You feel every word of the experiences that flow through the music, as well as the spirituality of interrogating a harmful system that has impacted so many lives.
(Kevin Gosztola)
Soul Glo – Diaspora Problems
Since their formation in 2014, Soul Glo has built a reputation for their ferocious musical attack and radical political lyrics. The hardcore punk band is made up of Black musicians who share their experiences as artists in a genre dominated by white groups.
On the album, the band dispels the myth that lasting change can come from continuing to prop up the two-party system. For example, lead singer Pierce Jordan derisively snarls on “John J,” “It’s been ‘fuck right wing’ off the rip. But still liberals are more dangerous.”
Elsewhere, with the incisive “Fucked Up If True,” Soul Glo address the fallacy that voting is enough to enact meaningful change.
“So we just gon always vote in false elections and accept each result and it’s effects as though people were powerless. Do you feel supportive care?
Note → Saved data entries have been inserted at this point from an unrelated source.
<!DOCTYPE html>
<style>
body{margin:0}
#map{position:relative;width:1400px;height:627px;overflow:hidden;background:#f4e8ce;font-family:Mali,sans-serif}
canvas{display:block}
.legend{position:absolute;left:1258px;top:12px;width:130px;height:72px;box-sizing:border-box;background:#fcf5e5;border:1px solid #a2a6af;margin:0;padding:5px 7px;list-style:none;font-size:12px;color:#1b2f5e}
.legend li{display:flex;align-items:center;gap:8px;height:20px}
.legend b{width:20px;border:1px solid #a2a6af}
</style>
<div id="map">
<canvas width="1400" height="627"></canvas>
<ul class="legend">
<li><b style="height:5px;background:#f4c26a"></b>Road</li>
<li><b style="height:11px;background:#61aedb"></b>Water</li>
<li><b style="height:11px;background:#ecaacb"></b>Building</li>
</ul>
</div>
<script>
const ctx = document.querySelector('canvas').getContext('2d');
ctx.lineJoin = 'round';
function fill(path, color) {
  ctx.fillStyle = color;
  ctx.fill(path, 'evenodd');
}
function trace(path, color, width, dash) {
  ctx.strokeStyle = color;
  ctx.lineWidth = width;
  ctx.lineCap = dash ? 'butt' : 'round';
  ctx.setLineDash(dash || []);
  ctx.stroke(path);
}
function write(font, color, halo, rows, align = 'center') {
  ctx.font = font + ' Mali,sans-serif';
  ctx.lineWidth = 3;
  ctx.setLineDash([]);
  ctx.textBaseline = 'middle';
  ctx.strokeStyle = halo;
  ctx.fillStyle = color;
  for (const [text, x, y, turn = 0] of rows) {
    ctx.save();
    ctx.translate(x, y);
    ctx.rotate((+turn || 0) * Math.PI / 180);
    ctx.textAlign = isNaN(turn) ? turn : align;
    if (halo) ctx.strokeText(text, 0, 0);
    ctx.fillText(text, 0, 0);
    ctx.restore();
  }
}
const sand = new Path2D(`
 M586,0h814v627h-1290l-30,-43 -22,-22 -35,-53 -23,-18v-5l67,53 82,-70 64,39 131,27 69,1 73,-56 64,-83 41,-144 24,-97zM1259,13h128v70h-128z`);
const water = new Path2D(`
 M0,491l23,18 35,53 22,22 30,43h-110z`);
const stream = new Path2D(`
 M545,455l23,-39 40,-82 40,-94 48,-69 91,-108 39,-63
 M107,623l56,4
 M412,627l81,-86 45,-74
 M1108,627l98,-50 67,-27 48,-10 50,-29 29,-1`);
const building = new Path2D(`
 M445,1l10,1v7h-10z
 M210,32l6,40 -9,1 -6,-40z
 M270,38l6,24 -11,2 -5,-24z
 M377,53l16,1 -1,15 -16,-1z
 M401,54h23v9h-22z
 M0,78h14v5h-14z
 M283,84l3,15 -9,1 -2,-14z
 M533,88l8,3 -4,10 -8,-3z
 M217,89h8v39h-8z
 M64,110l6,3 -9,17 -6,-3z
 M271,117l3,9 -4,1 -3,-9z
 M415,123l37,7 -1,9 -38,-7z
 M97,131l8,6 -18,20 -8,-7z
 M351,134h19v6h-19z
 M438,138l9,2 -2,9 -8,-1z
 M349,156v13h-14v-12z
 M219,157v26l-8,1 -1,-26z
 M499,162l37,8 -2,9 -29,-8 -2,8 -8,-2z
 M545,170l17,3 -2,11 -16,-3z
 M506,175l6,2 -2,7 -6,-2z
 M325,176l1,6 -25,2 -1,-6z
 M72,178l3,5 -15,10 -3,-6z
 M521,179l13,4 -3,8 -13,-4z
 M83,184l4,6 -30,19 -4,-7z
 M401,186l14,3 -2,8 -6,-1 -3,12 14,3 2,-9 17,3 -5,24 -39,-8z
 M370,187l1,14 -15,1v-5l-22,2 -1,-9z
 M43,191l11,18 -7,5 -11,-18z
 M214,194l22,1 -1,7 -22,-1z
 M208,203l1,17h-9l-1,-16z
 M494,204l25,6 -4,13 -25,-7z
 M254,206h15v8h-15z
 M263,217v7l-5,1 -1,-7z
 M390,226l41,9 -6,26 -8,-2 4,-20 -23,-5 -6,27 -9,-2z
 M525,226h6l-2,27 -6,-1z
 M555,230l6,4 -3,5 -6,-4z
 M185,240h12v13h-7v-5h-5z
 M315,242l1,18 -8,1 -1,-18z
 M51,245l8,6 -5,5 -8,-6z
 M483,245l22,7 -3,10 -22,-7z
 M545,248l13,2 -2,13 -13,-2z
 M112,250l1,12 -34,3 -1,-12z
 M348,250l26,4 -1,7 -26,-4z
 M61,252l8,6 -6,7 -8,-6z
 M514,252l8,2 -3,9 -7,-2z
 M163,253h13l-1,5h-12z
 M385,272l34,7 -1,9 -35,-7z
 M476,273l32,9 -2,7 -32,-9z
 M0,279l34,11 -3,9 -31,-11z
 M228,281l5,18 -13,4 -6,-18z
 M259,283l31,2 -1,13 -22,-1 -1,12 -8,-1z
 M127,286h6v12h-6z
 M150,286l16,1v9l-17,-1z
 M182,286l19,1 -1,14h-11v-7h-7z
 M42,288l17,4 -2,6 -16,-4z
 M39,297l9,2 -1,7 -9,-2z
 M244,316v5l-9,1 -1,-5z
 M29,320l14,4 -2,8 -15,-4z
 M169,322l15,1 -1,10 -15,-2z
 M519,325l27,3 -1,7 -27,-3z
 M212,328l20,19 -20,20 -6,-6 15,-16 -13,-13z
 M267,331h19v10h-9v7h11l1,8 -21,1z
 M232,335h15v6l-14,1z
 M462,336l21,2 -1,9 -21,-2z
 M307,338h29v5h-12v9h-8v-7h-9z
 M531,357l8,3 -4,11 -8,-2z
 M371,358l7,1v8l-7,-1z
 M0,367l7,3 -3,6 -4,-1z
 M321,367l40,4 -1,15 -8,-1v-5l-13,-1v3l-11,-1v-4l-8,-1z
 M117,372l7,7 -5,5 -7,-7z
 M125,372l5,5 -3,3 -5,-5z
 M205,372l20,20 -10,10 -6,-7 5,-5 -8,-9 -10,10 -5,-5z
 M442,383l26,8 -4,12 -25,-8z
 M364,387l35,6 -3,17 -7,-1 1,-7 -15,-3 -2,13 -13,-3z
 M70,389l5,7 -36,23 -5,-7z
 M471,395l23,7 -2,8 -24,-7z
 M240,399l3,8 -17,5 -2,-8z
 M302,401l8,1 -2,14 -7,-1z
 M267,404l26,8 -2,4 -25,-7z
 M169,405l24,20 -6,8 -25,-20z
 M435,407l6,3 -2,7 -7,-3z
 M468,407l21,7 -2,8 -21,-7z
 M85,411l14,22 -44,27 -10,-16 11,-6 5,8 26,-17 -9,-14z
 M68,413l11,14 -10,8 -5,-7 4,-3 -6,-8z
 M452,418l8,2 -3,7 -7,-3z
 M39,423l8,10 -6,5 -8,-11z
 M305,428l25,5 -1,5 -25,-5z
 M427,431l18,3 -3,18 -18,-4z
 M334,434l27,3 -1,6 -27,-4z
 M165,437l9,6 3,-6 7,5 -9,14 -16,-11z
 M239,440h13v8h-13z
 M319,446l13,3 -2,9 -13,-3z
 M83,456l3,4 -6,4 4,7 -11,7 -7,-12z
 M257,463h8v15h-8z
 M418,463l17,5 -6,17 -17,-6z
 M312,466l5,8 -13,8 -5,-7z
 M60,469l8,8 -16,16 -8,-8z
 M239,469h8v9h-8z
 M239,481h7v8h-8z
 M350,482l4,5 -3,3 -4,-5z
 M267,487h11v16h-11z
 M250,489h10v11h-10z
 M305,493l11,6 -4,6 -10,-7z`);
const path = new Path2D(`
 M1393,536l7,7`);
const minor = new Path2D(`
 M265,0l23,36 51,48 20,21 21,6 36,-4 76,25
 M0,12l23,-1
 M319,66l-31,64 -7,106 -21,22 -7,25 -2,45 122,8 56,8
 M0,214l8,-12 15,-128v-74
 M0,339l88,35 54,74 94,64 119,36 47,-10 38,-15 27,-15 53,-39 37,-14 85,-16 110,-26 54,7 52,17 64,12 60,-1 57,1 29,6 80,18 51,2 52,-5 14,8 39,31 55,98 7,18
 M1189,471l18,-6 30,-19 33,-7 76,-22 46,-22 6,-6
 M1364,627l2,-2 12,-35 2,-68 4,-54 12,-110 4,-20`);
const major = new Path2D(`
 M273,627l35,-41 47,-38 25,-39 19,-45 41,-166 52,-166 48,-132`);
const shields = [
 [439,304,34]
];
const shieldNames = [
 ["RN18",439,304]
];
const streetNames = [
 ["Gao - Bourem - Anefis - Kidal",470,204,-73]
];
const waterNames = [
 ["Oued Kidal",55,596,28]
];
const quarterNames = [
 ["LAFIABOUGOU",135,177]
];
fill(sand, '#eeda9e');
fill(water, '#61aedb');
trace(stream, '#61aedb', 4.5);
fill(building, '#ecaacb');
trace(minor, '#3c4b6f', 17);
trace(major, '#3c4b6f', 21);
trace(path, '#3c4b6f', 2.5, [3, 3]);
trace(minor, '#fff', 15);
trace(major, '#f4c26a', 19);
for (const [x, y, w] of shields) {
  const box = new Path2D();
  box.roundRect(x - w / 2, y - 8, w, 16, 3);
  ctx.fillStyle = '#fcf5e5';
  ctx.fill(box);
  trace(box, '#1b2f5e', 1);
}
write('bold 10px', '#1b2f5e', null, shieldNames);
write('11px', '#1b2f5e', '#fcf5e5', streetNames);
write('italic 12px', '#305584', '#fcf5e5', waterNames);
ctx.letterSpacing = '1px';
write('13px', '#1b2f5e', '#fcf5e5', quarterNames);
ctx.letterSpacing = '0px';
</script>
How do you wake up everyday? What enforced your belief that you can vote their power away?”
The album is filled with killer anthems of righteous indignation that continue punk’s tradition of confronting racial and social injustice, and it is the band’s first release on renowned punk label Epitaph.
(C.J. Baker)
Tanya Tagaq – Tongues
Canadian Inuk singer Tanya Tagaq aims “to repair the damage” from trauma inflicted by centuries of colonial repression.
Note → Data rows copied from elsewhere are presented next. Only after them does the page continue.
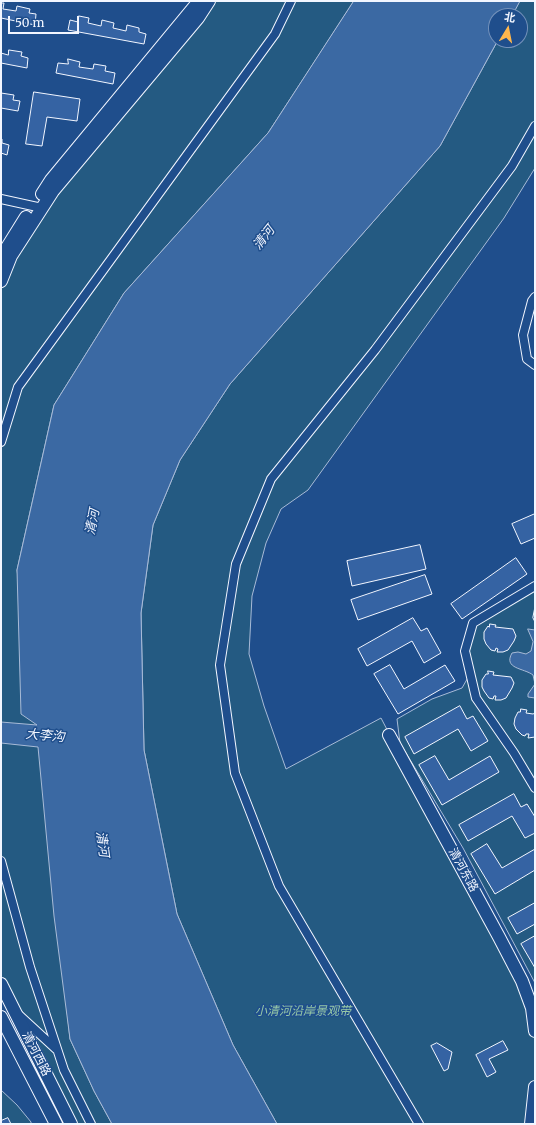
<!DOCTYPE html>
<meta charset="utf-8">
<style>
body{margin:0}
#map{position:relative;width:536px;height:1125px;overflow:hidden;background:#1f4e8c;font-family:Merriweather,"Noto Sans SC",serif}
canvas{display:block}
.frame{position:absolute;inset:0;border:2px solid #f2f6ff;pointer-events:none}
.north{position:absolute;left:488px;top:8px;width:40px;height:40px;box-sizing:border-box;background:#1f4e8c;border:1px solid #7391ba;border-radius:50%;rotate:10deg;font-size:11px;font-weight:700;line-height:16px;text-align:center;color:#f2f6ff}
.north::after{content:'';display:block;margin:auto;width:14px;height:18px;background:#ffb74d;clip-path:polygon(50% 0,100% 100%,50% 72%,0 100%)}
.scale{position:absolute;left:8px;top:16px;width:71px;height:18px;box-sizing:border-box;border:2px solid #f2f6ff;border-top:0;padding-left:5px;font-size:12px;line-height:14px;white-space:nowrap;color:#f2f6ff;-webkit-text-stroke:3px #1f4e8c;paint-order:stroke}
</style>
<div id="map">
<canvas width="536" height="1125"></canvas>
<div class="frame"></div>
<div class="north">北</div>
<div class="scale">50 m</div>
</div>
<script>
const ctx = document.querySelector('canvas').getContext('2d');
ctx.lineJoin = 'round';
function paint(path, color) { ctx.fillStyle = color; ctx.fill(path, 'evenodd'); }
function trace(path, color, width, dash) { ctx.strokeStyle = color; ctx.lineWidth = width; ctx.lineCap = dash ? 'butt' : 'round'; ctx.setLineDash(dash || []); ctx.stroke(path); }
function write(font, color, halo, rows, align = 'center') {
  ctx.font = font + ' Merriweather,"Noto Sans SC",serif'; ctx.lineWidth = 3; ctx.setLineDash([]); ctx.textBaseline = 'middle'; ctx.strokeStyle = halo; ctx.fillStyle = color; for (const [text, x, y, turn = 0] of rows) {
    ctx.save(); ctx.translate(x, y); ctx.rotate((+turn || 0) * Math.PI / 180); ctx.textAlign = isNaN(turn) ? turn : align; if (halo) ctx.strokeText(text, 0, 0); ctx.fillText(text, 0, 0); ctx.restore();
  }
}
const green = new Path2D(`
 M 202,1 L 354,1 L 268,133 L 124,293 L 54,405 L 17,570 L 37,725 L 70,1039 L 94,1091 L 112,1124 L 71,1124 L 1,984 L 1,286 L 45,196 Z
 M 520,1 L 535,1 L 535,168 L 504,218 L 308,490 L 281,509 L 266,543 L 252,596 L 249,654 L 264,706 L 286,769 L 381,718 L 535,1014 L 535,1124 L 277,1124 L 233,1045 L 177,914 L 144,750 L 141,613 L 153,525 L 180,460 L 230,384 L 440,146 L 498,40 L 520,40 L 520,16 L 512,16 Z
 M 535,586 L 535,983 L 463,848 L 400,743 L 397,719 L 432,699 L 462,688 L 470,674 L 465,651 L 473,623 Z
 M 1,1090 L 17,1105 L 31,1122 L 31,1124 L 1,1124 Z`);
paint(green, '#245a82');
trace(green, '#a8bbd7', 1);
const water = new Path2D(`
 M 354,1 L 520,1 L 512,16 L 496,16 L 496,40 L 498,40 L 440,146 L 230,384 L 180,460 L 153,525 L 141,613 L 144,750 L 177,914 L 233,1045 L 277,1124 L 112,1124 L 94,1091 L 70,1039 L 54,916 L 38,747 L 1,743 L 1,722 L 37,725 L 21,714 L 17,570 L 54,405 L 124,293 L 268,133 Z
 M 528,629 L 535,630 L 535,698 L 528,697 L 528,694 L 535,684 L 533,675 C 524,668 503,669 512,653 L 518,652 L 526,654 L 531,651 L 533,642 Z`);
paint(water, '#3b69a3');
trace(water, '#a8bbd7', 1);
const building = new Path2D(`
 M 1,3 L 4,3 L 3,9 L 16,11 L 17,6 L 30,9 L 29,13 L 36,14 L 35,25 L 1,18 Z
 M 79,16 L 89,18 L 88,23 L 101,26 L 102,20 L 114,23 L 113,28 L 126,31 L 127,25 L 139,28 L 139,32 L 146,34 L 144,44 L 68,30 L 70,20 L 78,22 Z
 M 9,50 L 22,52 L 21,56 L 28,58 L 27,68 L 1,63 L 1,53 L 8,55 Z
 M 68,59 L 80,62 L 79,67 L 93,69 L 94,64 L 106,66 L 105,71 L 115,73 L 113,84 L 56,73 L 58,63 L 68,64 Z
 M 34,92 L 80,99 L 77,121 L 47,117 L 42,146 L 26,144 Z
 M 1,93 L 14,95 L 13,100 L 20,101 L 18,111 L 1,108 Z
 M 1,138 L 2,139 L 2,143 L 9,145 L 7,155 L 1,153 Z
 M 535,514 L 535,538 L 521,544 L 512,524 Z
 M 420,545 L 426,569 L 352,586 L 347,561 Z
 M 516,558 L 527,574 L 462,619 L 451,604 Z
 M 425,575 L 432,594 L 358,620 L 351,600 Z
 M 535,607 L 535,622 L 533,618 Z
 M 413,618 L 421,631 L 427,628 L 441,653 L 424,663 L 412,641 L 367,666 L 358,649 Z
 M 490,624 L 496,625 L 495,627 L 513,629 L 516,636 L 514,641 L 508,650 L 503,652 L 497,652 L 498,649 L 496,648 L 495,651 L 491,650 L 486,644 L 484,639 L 484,632 L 488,626 L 489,627 Z
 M 390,665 L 404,689 L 445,665 L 455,681 L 398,714 L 374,674 Z
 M 488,671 L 494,672 L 493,675 L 511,677 L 514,683 L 512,688 L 506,698 L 501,700 L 495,700 L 496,696 L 494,696 L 493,699 L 489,698 L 484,691 L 482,687 L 482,680 L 486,674 L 488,674 Z
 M 460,706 L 467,719 L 473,716 L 488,741 L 471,751 L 458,729 L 414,754 L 405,737 Z
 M 521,709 L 527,710 L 526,713 L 533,714 L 535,713 L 535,737 L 528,738 L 529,734 L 526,734 L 525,736 L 522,735 L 516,729 L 514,724 L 515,718 L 518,712 L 520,712 Z
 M 435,756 L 449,780 L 490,756 L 499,772 L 442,805 L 419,765 Z
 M 514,794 L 521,807 L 527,804 L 535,817 L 535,833 L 525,838 L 512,816 L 468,841 L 459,825 Z
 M 487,844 L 502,868 L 535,849 L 535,870 L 495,894 L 471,854 Z
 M 535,903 L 535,924 L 517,934 L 508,918 Z
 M 535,936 L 535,968 L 521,944 Z
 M 503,1041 L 508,1050 L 489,1059 L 496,1072 L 487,1077 L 476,1055 Z
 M 437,1043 L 452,1052 L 448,1069 L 444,1071 L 431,1046 Z
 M 8,1118 L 11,1124 L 1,1124 L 1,1121 Z`);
paint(building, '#3563a3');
trace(building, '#f2f6ff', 1);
const street = new Path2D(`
 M 1,199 L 42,208
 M 535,297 L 532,301 L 523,335 L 527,359 L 535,365
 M 1,442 L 18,387 L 275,34 L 291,1
 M 535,586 L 473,623 L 465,651 L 476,698 L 514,753 L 535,788
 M 1,861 L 30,967 L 64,1070 L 91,1124
 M 19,1015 L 56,1049
 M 419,1124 L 279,886 L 235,773 L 220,665 L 236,564 L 271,479 L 375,350 L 512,166 L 535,126`);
const secondary = new Path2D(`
 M 42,194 L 51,180 L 199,1
 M 1,257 L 26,217
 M 1,281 L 11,256 L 53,191 L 198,18 L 209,1
 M 389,735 L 499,937 L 522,981 L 532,1008 L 535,1014
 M 1,984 L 71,1124
 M 532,1008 L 535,1031
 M 1,1017 L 56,1124
 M 531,1124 L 535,1087`);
trace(street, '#f2f6ff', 10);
trace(secondary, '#f2f6ff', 14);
trace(street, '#1f4e8c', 8);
trace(secondary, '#1f4e8c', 12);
write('12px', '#f2f6ff', '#1f4e8c', [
 ["清河东路",463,870,61],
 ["清河西路",36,1054,63]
]);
write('italic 12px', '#97c8a6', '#1f4e8c', [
 ["小清河沿岸景观带",303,1012]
]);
write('italic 13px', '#f2f6ff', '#1f4e8c', [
 ["清河",264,238,-52],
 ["清河",93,522,-79],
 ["大李沟",45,736,5],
 ["清河",102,844,82]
]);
</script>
Over 10 tracks produced by Afrofuturist and poet Saul Williams, the album spits in the face of her oppressors then shifts away from their savagery to what gives Tagaq empowerment, joy, and strength.
“Teeth Agape” bares a maternal instinct to protect her child from further trauma from colonizers while “Earth Monster” celebrates the creation of life. “Today is for her, and today is for me. For choosing to make her, to keep her, and to love her.”
“They took our tongues,” declares Tagaq on the album’s title track. She vows, “You can’t have my tongue,” and later adds, “I don’t want your shame.” Her vocals grow more guttural as she confronts the loss of language that came as a result of white colonial settlers, who committed cultural genocide.
“The Canadian government took Indigenous children away from our families for many generations in the residential school system,” Tagaq told NPR. “All of us know who didn’t come home.”
Tagaq’s vocal artistry is a dagger aimed at the hearts of those complicit and responsible for all the pain and terror. But the power in her voice also carries a sense of pride. She does not want anyone’s sympathy or guilt in order to live life on her own terms—free of the legacy and influence of colonizers.